Out of curiosity, I also ordered some tubers from Peter Nyssen to compare, and a plant from Crocus, and then succumbed to buying some more tubers when I was in Dobbies (despite the recent mis-labeled anemone experience), to see which would  give me the best results for my time, effort and money.  Contenders in my unofficial and woefully unscientific hardy cyclamen trial are:

1) Five dormant tubers from Peter Nyssen (photo below left) – £6.50

2) Five dormant tubers from Dobbies garden centre (photo below right) – under £10

Nyssen cyclamen tubers     Cyclamen tubers Dobbies Taylors

3) Two boxes of tubers from my mother’s garden, semi-dormant (i.e. freshly dug up and showing some signs of root or leaf growth) – free, but clearly not everyone has access to such cyclamenic munificence

4) 300+ seedlings – free, ditto

5) A plant in a 9cm pot from Crocus (photo below) – £2.99

crocus cyclamen small

The plant (by its very definition in a non-dormant state) from Crocus was the real surprise, with that little 2cm tuber throwing up dozens of leaves and all those fine root hairs.  If the dormant tubers lumber into life with anything near this fecundity I shall have veritable carpets of cyclamen, I’m just finding it incredibly hard to believe this with any conviction. Having planted them this winter – a bit shriveled and apparently dessicated, with their crowns just below the surface of the soil and hopefully the right way up – I am not sure when I should expect signs of life, especially since winter is normally their non-dormant season.  Might I have to wait until September to see the first leaves? I just know I will not be able to resist digging one of them up to check whether root development is actually happening, and I hope this doubter’s impatience will not irretrievably damage the plant*.
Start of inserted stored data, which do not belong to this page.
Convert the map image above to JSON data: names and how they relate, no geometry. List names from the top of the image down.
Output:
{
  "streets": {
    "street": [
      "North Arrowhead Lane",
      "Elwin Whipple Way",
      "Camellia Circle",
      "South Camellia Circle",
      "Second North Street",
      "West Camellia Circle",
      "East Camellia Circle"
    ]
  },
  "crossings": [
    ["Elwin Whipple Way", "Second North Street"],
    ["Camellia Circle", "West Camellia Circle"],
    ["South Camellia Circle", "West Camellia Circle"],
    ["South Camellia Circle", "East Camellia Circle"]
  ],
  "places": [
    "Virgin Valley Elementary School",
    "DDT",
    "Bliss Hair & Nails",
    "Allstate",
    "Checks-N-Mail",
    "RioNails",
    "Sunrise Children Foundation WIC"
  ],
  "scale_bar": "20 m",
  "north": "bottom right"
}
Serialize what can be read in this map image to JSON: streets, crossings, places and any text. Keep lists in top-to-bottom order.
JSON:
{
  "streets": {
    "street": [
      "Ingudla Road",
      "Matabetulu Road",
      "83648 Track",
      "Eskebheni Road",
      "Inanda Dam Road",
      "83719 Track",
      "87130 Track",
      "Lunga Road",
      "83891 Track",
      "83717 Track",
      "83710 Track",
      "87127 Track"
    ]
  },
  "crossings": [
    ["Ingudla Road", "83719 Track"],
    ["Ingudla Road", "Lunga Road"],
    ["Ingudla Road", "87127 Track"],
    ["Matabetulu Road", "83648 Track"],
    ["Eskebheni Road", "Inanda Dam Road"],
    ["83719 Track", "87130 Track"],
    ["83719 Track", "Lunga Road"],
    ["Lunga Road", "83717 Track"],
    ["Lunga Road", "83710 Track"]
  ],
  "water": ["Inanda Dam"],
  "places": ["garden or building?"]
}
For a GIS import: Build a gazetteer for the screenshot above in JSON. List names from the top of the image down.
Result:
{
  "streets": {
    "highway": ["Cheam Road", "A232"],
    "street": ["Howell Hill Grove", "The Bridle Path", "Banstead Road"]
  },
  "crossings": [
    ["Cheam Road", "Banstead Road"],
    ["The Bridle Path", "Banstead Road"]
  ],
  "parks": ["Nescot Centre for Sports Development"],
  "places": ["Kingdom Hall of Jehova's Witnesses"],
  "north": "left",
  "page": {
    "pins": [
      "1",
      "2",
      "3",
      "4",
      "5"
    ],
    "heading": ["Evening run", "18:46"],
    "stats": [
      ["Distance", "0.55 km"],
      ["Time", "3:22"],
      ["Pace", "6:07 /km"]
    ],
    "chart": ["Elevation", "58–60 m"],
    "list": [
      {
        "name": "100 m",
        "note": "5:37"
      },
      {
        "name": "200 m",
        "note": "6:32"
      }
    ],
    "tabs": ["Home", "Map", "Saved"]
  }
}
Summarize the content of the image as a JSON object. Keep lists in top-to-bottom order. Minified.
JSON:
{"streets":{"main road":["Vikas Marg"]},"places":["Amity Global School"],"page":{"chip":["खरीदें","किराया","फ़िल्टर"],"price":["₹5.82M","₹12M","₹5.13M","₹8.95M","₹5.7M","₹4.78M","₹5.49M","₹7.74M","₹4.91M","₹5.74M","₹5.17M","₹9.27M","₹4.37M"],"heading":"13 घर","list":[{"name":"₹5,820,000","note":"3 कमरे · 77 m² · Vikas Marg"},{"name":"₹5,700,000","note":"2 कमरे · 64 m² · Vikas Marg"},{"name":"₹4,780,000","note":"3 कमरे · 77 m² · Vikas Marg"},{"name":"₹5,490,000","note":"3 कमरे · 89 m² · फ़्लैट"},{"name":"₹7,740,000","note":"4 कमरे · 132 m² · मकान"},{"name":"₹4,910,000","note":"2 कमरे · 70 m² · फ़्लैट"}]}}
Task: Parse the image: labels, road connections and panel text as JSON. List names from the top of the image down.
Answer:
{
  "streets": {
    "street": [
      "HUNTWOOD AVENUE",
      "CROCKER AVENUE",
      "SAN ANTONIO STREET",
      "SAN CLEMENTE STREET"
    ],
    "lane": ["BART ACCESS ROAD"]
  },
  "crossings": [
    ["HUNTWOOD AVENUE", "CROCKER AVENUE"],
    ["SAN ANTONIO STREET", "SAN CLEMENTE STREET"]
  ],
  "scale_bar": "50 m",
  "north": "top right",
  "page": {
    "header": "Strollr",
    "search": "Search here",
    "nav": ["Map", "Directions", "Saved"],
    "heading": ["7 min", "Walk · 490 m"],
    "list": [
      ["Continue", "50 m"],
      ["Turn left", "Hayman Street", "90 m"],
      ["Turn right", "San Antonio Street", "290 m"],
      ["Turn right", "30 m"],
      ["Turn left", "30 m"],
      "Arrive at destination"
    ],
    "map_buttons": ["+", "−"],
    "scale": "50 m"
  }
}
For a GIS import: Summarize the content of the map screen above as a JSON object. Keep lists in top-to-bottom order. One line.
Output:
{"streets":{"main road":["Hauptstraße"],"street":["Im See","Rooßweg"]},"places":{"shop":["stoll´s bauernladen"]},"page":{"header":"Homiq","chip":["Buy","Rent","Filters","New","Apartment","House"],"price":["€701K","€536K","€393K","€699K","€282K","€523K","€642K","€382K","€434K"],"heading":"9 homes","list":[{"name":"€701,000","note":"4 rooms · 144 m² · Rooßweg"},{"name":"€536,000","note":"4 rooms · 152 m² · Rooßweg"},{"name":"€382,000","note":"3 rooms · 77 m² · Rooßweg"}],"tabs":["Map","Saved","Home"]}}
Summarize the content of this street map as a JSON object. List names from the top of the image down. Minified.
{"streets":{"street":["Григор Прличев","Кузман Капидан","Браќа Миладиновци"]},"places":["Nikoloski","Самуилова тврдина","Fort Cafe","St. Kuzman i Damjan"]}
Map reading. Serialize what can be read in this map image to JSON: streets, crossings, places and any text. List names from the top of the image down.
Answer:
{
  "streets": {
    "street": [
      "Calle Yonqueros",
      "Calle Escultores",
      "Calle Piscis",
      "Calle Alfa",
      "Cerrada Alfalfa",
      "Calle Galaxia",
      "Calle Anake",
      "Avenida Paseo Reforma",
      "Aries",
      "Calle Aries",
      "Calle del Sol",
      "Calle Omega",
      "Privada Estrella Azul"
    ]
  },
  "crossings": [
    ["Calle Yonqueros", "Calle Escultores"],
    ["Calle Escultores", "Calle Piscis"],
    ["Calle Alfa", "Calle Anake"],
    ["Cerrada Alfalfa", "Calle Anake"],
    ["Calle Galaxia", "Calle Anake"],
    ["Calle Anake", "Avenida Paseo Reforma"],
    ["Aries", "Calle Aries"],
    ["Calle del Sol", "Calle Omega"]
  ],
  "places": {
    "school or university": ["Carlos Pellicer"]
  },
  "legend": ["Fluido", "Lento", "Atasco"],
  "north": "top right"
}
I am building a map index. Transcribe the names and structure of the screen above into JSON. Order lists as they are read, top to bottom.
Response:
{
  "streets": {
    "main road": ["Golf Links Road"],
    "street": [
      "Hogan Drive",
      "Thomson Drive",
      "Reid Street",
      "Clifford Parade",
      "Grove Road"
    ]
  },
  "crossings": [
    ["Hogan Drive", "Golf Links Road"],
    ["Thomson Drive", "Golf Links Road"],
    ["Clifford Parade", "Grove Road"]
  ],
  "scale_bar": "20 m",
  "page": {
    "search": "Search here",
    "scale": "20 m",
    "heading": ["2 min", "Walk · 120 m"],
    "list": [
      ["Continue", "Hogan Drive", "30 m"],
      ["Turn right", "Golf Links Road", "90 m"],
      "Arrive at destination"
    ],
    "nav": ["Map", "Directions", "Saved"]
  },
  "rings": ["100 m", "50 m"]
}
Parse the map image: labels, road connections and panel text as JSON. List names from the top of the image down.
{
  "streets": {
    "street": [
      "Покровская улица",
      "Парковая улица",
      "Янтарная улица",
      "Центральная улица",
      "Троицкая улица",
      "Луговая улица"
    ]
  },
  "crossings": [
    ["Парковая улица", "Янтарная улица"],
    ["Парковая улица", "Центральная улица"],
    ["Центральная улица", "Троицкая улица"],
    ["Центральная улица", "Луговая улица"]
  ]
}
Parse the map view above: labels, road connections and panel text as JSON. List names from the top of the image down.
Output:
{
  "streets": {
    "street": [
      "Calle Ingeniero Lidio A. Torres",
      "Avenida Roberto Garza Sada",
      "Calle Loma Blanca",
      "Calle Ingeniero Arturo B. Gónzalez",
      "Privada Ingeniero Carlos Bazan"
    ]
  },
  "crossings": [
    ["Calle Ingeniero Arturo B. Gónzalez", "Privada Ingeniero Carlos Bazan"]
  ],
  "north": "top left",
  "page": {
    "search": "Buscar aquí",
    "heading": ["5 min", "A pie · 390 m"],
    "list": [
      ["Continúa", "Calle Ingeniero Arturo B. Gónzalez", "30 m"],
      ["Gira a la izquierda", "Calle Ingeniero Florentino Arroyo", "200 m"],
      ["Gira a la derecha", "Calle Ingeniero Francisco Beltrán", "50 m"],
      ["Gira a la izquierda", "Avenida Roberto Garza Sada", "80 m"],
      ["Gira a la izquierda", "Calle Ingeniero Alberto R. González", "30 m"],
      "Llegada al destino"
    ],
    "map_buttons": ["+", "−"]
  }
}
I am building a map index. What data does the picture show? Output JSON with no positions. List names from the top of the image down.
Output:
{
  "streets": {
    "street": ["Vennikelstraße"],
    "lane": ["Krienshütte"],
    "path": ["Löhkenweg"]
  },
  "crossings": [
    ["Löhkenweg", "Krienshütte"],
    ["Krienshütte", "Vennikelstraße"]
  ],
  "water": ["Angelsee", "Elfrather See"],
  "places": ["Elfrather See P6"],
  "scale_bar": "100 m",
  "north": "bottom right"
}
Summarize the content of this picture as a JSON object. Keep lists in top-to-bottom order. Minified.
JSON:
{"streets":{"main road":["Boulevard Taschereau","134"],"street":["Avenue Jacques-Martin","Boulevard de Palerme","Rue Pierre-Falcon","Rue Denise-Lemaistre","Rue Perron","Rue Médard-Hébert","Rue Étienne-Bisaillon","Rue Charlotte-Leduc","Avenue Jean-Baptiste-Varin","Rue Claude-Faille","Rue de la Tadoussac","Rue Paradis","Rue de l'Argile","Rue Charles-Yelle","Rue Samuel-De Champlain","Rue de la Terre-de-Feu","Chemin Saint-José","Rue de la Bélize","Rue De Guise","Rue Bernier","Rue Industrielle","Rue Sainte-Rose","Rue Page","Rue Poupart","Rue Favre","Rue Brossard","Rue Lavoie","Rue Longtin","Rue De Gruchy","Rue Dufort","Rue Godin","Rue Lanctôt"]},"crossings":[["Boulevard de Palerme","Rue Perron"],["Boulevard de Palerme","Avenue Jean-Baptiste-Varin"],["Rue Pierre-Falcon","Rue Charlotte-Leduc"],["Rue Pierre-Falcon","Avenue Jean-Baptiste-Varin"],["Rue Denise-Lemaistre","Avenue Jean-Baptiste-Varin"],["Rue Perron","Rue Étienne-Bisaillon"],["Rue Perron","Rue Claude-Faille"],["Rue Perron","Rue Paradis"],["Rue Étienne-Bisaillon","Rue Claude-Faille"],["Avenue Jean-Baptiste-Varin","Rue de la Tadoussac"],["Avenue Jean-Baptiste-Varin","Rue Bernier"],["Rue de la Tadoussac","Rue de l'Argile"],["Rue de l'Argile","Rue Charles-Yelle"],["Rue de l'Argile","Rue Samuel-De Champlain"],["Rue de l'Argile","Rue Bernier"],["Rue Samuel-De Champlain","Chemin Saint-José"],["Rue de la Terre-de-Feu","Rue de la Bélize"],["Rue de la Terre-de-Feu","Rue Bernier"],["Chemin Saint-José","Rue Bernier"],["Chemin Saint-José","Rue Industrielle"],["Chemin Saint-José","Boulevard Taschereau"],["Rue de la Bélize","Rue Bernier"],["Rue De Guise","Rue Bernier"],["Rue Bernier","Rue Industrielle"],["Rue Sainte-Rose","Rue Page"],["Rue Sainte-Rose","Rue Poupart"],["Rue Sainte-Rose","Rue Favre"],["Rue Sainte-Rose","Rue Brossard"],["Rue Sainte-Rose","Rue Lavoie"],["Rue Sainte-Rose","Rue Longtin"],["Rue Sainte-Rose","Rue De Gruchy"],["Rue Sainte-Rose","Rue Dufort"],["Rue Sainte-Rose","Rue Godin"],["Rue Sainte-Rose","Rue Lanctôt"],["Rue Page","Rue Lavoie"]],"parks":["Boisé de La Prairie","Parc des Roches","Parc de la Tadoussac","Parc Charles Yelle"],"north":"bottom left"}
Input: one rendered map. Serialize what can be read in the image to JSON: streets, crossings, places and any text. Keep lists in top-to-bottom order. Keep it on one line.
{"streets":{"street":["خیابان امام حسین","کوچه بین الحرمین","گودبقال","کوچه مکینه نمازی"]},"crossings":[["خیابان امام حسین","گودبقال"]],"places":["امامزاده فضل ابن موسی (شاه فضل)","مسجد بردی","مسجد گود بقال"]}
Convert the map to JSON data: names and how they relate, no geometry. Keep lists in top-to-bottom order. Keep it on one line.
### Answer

I went to check on the tubers from my mother that I planted in the beds under the pleached limes, only to find to my annoyance that their stems have been neatly severed, and a few leaves left on top of the mulch.  The culprits are our resident rabbits, and I will position some cloches over the cyclamen while I hone my plans for a multi-pronged attack on the blasted creatures.

I will update this post with progress on the plants over the course of the year.  Yes, you have heard me say that before, but remember this is still a very young blog.  You may or may not have noticed that I have resorted to copying and pasting comments under my WordPress posts that dear and valued readers have put on my Facebook page.  I have been wondering what I could do to attract more comments, suggestions and questions to these posts – I would love to get some dialogue going. Is it because WordPress requires some horrid sign in process?  Clearly, if this is the case then you are hardly likely to sign in in order to tell me so.  If you prefer, you could tweet me @AndTheGarden?  Perhaps this too is merely a matter of time, and comments will emerge in the natural order of things. Or, for that matter, not.

 

* Should I ever be in the privileged position to name a new species of cyclamen, I shall call it Cyclamen eurydice, and take my chances at being smacked in the face for being such a smart arse.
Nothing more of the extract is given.